Available data section start

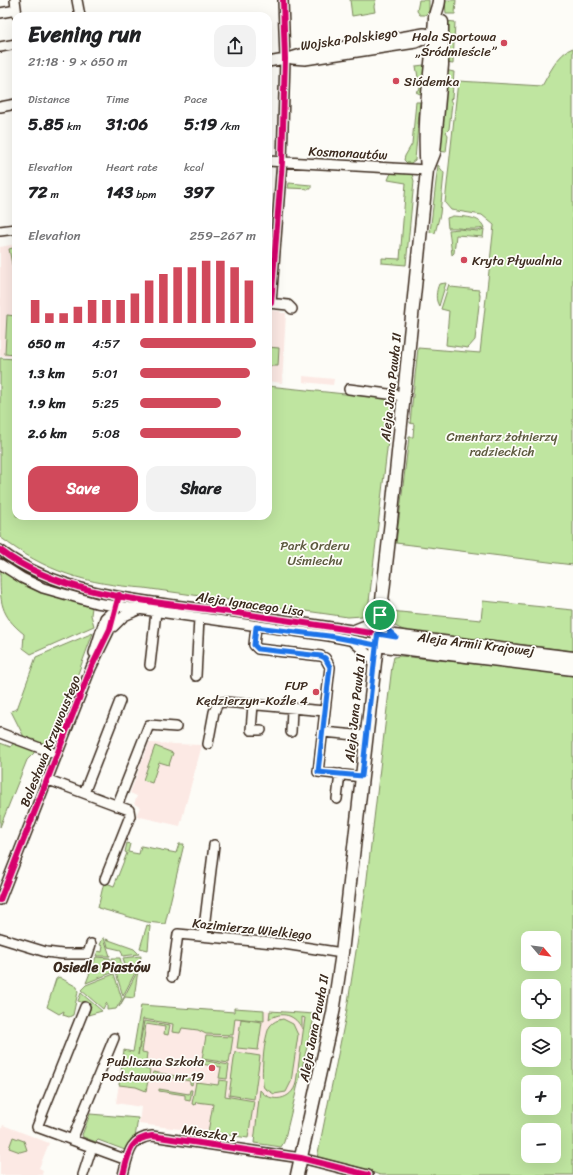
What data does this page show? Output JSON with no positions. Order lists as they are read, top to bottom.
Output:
{
  "streets": {
    "main road": ["Aleja Jana Pawła II", "Aleja Armii Krajowej"],
    "street": [
      "Wojska Polskiego",
      "Kosmonautów",
      "Aleja Ignacego Lisa",
      "Bolesława Krzywoustego",
      "Kazimierza Wielkiego",
      "Mieszka I"
    ]
  },
  "crossings": [
    ["Wojska Polskiego", "Aleja Jana Pawła II"],
    ["Kosmonautów", "Aleja Jana Pawła II"],
    ["Aleja Jana Pawła II", "Aleja Ignacego Lisa"],
    ["Aleja Jana Pawła II", "Aleja Armii Krajowej"],
    ["Aleja Jana Pawła II", "Kazimierza Wielkiego"],
    ["Aleja Jana Pawła II", "Mieszka I"],
    ["Aleja Ignacego Lisa", "Aleja Armii Krajowej"],
    ["Aleja Ignacego Lisa", "Bolesława Krzywoustego"]
  ],
  "districts": ["Osiedle Piastów"],
  "parks": ["Cmentarz żołnierzy radzieckich", "Park Orderu Uśmiechu"],
  "places": [
    "Hala Sportowa „Śródmieście”",
    "Siódemka",
    "Kryta Pływalnia",
    "FUP Kędzierzyn-Koźle 4",
    "Publiczna Szkoła Podstawowa nr 19"
  ],
  "north": "bottom right",
  "page": {
    "heading": ["Evening run", "21:18 · 9 × 650 m"],
    "stats": [
      ["Distance", "5.85 km"],
      ["Time", "31:06"],
      ["Pace", "5:19 /km"],
      ["Elevation", "72 m"],
      ["Heart rate", "143 bpm"],
      ["kcal", "397"]
    ],
    "chart": ["Elevation", "259–267 m"],
    "list": [
      {
        "name": "650 m",
        "note": "4:57"
      },
      {
        "name": "1.3 km",
        "note": "5:01"
      },
      {
        "name": "1.9 km",
        "note": "5:25"
      },
      {
        "name": "2.6 km",
        "note": "5:08"
      }
    ],
    "buttons": ["Save", "Share"],
    "map_buttons": ["+", "−"]
  }
}
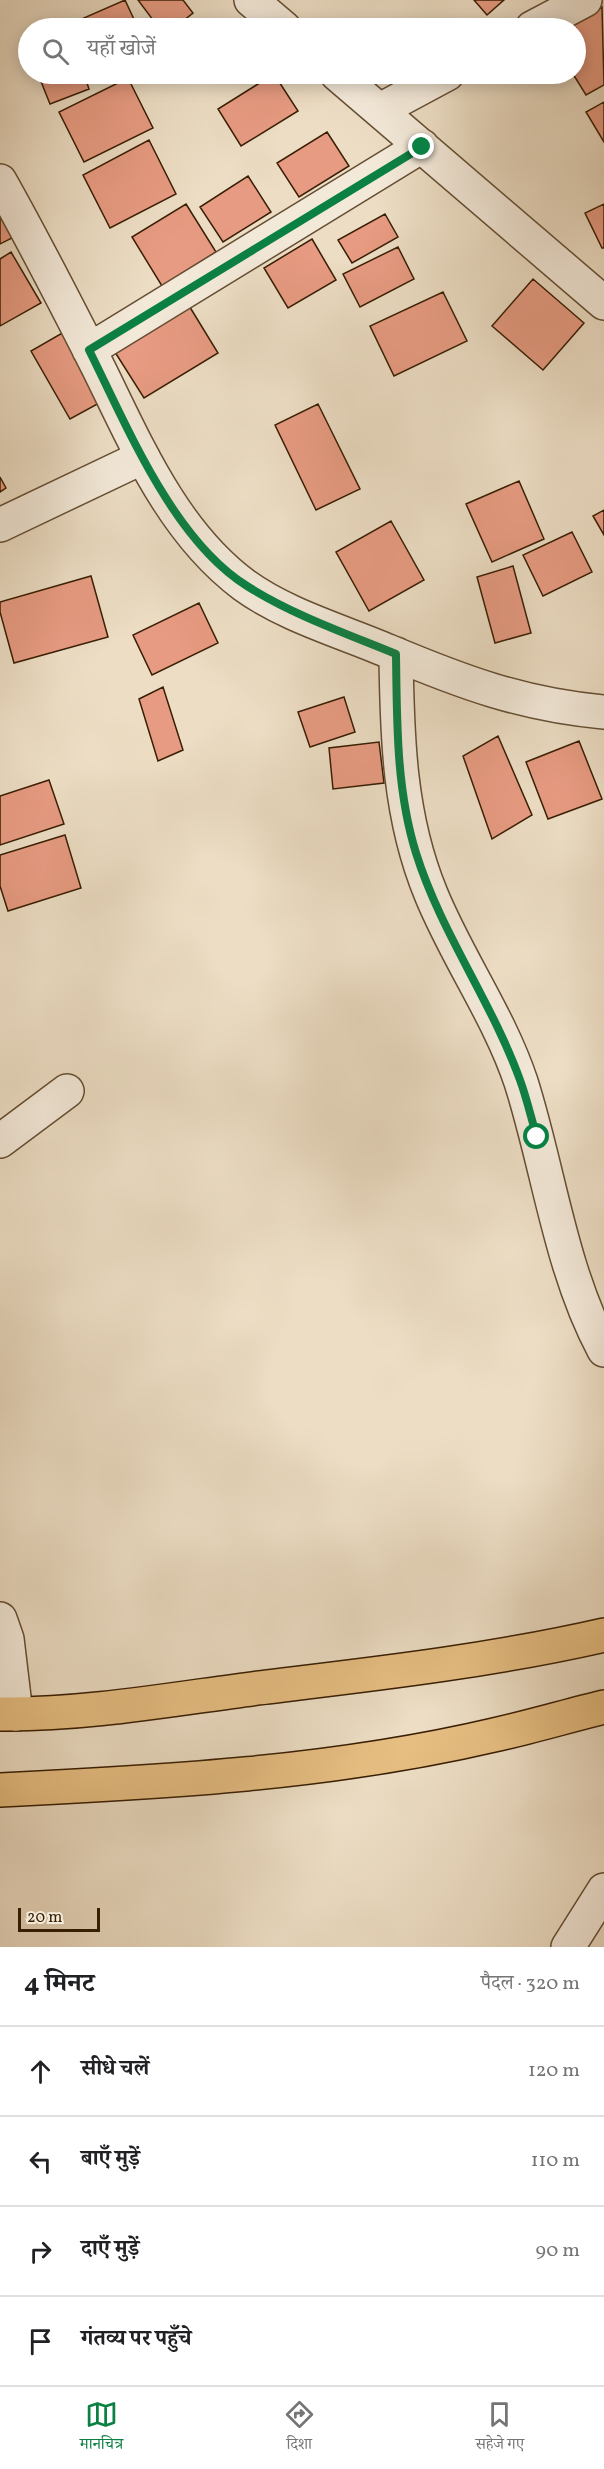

Available data section end

Task directions »
Give the data above again in full and unchanged, skipping the pictures.

Solution for this problem »
What data does this page show? Output JSON with no positions. Order lists as they are read, top to bottom.
Output:
{
  "streets": {
    "main road": ["Aleja Jana Pawła II", "Aleja Armii Krajowej"],
    "street": [
      "Wojska Polskiego",
      "Kosmonautów",
      "Aleja Ignacego Lisa",
      "Bolesława Krzywoustego",
      "Kazimierza Wielkiego",
      "Mieszka I"
    ]
  },
  "crossings": [
    ["Wojska Polskiego", "Aleja Jana Pawła II"],
    ["Kosmonautów", "Aleja Jana Pawła II"],
    ["Aleja Jana Pawła II", "Aleja Ignacego Lisa"],
    ["Aleja Jana Pawła II", "Aleja Armii Krajowej"],
    ["Aleja Jana Pawła II", "Kazimierza Wielkiego"],
    ["Aleja Jana Pawła II", "Mieszka I"],
    ["Aleja Ignacego Lisa", "Aleja Armii Krajowej"],
    ["Aleja Ignacego Lisa", "Bolesława Krzywoustego"]
  ],
  "districts": ["Osiedle Piastów"],
  "parks": ["Cmentarz żołnierzy radzieckich", "Park Orderu Uśmiechu"],
  "places": [
    "Hala Sportowa „Śródmieście”",
    "Siódemka",
    "Kryta Pływalnia",
    "FUP Kędzierzyn-Koźle 4",
    "Publiczna Szkoła Podstawowa nr 19"
  ],
  "north": "bottom right",
  "page": {
    "heading": ["Evening run", "21:18 · 9 × 650 m"],
    "stats": [
      ["Distance", "5.85 km"],
      ["Time", "31:06"],
      ["Pace", "5:19 /km"],
      ["Elevation", "72 m"],
      ["Heart rate", "143 bpm"],
      ["kcal", "397"]
    ],
    "chart": ["Elevation", "259–267 m"],
    "list": [
      {
        "name": "650 m",
        "note": "4:57"
      },
      {
        "name": "1.3 km",
        "note": "5:01"
      },
      {
        "name": "1.9 km",
        "note": "5:25"
      },
      {
        "name": "2.6 km",
        "note": "5:08"
      }
    ],
    "buttons": ["Save", "Share"],
    "map_buttons": ["+", "−"]
  }
}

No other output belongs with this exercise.